*** Information supplied Section Begins ***
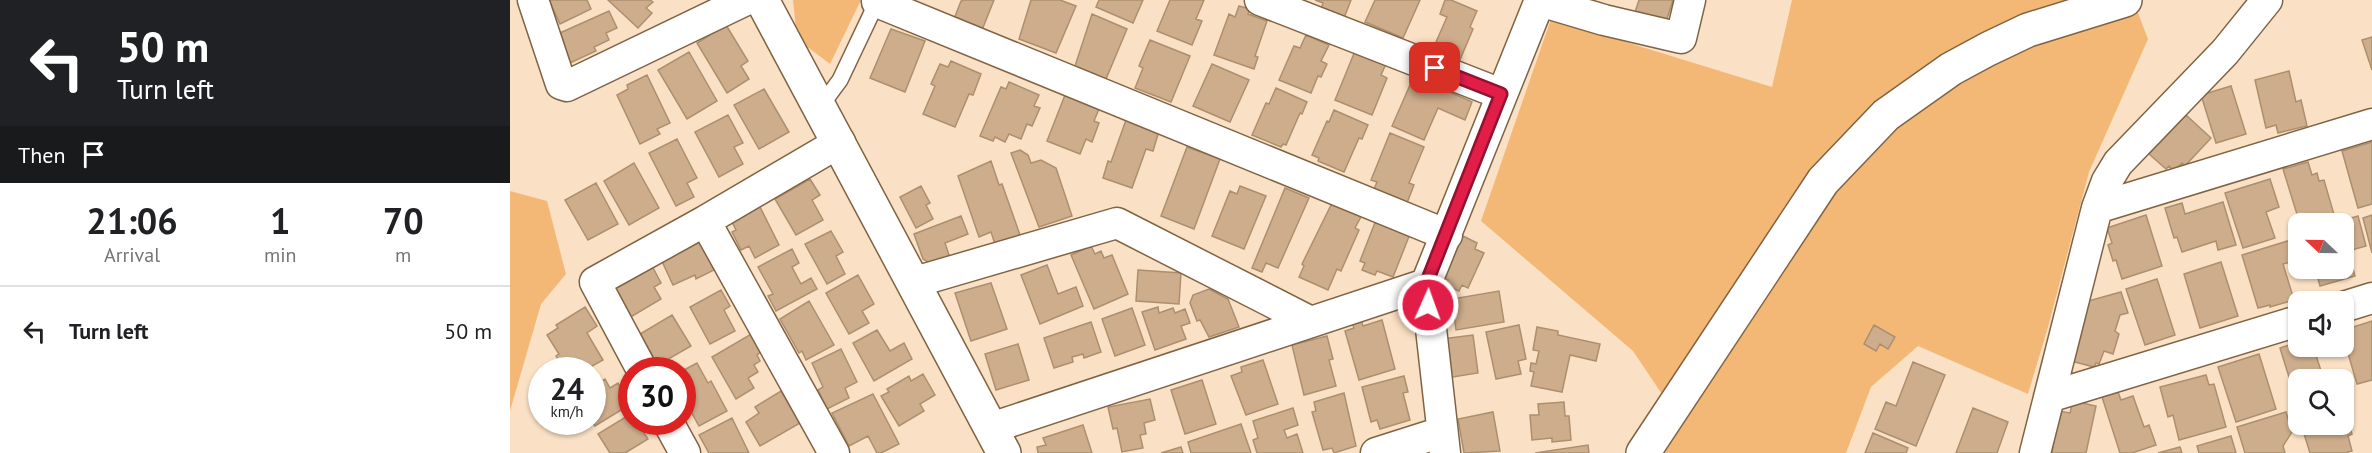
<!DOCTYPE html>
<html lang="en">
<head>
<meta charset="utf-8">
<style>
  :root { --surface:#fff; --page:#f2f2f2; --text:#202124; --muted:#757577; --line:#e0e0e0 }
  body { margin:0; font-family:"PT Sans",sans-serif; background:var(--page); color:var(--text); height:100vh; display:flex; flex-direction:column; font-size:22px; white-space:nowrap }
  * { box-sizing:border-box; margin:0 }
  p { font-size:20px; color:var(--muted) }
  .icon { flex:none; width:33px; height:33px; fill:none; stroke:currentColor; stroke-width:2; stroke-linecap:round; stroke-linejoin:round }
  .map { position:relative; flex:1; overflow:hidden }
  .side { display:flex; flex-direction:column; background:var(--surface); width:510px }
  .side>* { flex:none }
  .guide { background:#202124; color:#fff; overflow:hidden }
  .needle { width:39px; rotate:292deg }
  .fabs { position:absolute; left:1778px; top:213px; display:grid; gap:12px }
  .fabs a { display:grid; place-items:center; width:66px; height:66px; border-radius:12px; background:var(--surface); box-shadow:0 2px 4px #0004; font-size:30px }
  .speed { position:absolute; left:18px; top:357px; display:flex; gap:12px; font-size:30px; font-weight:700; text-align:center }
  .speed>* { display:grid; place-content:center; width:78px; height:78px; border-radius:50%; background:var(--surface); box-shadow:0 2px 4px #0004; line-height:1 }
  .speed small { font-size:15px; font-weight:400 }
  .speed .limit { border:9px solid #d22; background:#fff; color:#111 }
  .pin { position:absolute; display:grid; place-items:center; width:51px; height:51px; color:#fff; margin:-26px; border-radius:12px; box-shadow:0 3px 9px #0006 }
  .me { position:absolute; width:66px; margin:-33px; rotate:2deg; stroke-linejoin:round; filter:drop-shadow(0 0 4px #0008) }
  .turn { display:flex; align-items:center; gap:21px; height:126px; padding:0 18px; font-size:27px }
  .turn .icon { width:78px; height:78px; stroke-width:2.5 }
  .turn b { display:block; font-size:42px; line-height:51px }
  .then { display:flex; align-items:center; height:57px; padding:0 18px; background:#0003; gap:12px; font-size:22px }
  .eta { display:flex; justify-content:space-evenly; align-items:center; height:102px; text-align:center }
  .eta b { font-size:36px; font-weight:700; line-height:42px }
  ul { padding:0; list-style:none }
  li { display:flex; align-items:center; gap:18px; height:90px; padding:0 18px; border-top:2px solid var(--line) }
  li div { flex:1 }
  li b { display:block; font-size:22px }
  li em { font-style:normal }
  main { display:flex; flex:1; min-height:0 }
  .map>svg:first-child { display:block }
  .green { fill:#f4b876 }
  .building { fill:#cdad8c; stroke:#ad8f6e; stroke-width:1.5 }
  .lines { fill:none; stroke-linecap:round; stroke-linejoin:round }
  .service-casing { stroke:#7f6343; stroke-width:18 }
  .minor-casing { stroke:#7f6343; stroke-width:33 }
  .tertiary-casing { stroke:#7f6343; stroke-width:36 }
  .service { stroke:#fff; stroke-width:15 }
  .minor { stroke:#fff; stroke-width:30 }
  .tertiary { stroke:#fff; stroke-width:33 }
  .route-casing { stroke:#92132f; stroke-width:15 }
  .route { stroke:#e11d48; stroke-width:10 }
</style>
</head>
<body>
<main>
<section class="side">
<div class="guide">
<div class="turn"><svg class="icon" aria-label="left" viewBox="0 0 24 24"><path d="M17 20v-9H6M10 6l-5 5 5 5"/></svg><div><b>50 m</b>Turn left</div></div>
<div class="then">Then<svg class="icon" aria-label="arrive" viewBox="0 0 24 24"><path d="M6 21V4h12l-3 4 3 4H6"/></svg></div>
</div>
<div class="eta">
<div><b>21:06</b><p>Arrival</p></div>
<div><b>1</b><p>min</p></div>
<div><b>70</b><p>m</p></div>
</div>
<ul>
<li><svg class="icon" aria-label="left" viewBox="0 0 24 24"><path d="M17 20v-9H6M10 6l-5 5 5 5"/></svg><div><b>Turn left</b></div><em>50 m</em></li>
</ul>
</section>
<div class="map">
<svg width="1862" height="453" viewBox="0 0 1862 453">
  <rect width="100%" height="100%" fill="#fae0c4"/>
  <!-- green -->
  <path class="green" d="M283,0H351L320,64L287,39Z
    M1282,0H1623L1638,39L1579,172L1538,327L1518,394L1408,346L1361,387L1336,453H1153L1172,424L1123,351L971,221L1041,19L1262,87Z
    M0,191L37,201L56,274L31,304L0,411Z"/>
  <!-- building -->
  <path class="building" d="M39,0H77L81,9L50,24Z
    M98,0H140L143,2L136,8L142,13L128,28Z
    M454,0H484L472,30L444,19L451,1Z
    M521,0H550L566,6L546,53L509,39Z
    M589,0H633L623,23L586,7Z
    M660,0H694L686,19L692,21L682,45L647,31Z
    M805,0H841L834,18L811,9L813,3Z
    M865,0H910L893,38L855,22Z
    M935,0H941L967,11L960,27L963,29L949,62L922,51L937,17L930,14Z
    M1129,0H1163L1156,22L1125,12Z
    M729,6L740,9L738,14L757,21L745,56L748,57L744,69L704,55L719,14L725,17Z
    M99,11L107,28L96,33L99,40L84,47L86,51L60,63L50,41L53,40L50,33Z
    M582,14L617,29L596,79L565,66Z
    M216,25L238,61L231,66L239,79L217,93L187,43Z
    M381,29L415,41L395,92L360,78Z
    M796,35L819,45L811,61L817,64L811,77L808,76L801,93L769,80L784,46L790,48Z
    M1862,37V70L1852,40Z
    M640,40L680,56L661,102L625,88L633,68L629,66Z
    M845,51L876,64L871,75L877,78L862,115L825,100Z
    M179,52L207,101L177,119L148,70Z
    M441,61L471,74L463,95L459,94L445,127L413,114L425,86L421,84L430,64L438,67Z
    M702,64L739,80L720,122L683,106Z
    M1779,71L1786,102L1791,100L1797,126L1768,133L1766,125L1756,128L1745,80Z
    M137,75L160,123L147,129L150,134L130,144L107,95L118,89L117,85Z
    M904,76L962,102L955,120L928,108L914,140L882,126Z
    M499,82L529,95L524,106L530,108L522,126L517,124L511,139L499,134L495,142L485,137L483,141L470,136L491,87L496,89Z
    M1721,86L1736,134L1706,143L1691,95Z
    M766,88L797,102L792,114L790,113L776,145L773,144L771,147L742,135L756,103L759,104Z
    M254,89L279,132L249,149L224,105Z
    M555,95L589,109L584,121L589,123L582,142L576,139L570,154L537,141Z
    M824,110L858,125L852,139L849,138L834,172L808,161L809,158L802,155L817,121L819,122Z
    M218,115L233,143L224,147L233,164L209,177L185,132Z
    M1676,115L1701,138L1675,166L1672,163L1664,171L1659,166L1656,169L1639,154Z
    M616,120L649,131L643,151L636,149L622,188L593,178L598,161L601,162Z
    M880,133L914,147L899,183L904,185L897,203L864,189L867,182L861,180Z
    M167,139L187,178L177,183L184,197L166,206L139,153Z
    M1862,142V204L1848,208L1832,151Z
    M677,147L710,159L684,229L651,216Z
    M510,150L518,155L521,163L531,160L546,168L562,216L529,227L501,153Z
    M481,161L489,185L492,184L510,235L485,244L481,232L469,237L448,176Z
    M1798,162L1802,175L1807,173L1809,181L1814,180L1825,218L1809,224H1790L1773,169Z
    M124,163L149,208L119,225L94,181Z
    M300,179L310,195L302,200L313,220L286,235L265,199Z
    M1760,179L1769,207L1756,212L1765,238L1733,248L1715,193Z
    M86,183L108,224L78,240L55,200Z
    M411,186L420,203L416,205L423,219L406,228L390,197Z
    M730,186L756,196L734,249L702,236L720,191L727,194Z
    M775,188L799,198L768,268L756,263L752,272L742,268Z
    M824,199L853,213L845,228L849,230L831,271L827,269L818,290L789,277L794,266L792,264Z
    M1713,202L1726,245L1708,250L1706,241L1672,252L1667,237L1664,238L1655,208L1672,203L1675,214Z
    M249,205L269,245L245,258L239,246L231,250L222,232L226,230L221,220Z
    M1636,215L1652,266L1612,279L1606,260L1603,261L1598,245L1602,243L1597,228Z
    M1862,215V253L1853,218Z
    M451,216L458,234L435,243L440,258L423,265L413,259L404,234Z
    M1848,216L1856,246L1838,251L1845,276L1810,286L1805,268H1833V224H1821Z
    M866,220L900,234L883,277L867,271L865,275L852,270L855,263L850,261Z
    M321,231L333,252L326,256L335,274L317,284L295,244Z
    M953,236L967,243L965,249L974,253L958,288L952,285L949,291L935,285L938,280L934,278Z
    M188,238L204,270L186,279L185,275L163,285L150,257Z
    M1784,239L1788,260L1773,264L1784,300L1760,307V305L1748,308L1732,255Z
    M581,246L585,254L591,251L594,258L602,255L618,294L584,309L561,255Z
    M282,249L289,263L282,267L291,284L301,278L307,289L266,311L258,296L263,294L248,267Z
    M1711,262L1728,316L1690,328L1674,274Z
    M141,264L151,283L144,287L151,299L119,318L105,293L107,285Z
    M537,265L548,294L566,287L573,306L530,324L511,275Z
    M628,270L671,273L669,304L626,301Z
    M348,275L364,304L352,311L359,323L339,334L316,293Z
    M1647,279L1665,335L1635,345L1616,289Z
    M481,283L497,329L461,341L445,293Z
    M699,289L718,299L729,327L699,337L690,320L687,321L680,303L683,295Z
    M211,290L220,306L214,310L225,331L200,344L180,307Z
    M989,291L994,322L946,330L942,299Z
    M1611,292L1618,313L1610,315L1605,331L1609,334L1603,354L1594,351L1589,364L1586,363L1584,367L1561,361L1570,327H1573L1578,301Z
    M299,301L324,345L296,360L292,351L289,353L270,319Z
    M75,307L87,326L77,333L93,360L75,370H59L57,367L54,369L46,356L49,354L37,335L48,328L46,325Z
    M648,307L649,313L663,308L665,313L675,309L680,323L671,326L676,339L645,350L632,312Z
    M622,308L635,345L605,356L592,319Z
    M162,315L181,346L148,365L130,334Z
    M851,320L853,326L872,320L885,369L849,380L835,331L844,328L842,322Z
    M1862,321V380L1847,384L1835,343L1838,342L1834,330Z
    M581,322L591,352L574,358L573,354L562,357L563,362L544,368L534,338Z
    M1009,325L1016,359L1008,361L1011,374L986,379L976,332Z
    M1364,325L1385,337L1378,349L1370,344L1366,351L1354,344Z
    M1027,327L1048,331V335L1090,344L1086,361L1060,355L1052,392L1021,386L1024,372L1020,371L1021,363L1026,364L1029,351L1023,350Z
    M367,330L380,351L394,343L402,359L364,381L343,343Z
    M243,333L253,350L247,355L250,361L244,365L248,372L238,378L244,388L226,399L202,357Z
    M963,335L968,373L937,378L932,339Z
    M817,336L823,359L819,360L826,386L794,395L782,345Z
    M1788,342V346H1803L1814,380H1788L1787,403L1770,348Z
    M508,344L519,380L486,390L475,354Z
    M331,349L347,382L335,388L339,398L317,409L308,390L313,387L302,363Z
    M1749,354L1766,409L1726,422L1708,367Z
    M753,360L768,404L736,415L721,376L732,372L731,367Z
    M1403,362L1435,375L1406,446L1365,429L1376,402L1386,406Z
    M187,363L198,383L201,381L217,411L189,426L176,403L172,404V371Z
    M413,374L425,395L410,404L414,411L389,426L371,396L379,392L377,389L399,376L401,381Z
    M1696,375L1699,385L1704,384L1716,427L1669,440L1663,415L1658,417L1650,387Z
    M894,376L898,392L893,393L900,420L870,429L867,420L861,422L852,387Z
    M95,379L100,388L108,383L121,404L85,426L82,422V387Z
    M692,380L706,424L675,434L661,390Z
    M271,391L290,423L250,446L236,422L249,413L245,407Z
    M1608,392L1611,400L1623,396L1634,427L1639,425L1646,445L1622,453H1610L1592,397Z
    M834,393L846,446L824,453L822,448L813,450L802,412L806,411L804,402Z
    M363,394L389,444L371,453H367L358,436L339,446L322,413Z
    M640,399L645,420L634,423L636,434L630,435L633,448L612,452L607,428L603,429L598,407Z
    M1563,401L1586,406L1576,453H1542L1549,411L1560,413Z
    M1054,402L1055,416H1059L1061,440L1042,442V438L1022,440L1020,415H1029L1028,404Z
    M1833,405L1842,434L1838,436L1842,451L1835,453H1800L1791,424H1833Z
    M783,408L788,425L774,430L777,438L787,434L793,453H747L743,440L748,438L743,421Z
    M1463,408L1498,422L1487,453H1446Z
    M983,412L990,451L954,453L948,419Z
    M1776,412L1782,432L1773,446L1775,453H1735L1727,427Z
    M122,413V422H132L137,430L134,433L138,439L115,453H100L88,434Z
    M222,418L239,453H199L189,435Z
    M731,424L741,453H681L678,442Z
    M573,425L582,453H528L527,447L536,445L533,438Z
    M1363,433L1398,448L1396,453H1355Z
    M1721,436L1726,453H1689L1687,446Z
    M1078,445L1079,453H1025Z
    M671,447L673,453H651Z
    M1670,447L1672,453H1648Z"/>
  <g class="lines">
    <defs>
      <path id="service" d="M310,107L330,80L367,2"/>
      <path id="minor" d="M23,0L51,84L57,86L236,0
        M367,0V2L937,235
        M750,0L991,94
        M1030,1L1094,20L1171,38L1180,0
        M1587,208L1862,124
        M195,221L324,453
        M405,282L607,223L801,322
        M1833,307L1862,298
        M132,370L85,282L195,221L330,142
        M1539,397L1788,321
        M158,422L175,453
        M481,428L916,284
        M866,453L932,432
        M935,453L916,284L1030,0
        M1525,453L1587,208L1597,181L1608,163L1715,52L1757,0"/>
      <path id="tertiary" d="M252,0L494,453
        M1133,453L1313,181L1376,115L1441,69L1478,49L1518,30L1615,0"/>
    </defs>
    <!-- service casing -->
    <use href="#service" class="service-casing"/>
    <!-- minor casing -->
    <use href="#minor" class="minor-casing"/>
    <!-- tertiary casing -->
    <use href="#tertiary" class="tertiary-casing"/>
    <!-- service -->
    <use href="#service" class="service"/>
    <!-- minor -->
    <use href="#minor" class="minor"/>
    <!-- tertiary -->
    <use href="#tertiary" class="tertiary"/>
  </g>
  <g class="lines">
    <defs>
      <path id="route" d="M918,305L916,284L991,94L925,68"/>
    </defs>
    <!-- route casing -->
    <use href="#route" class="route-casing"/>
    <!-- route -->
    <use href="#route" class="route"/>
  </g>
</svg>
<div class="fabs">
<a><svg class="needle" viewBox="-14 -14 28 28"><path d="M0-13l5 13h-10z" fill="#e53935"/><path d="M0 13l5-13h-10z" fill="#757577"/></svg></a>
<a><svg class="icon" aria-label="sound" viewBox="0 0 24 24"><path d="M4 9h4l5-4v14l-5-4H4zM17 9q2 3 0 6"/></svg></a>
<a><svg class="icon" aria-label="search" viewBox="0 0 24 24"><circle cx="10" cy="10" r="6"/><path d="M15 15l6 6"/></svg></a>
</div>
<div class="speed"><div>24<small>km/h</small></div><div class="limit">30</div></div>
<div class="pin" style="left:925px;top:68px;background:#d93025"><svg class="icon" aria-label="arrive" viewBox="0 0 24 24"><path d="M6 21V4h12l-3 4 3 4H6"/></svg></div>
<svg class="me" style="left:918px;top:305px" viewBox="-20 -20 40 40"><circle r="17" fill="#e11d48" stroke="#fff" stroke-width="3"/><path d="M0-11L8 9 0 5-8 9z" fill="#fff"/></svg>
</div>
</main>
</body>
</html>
*** Information supplied Section Ends ***
- **Exercise**
The answer is every line in the data where the word "linecap" appears.

- **Reply to the exercise**
  .icon { flex:none; width:33px; height:33px; fill:none; stroke:currentColor; stroke-width:2; stroke-linecap:round; stroke-linejoin:round }
  .lines { fill:none; stroke-linecap:round; stroke-linejoin:round }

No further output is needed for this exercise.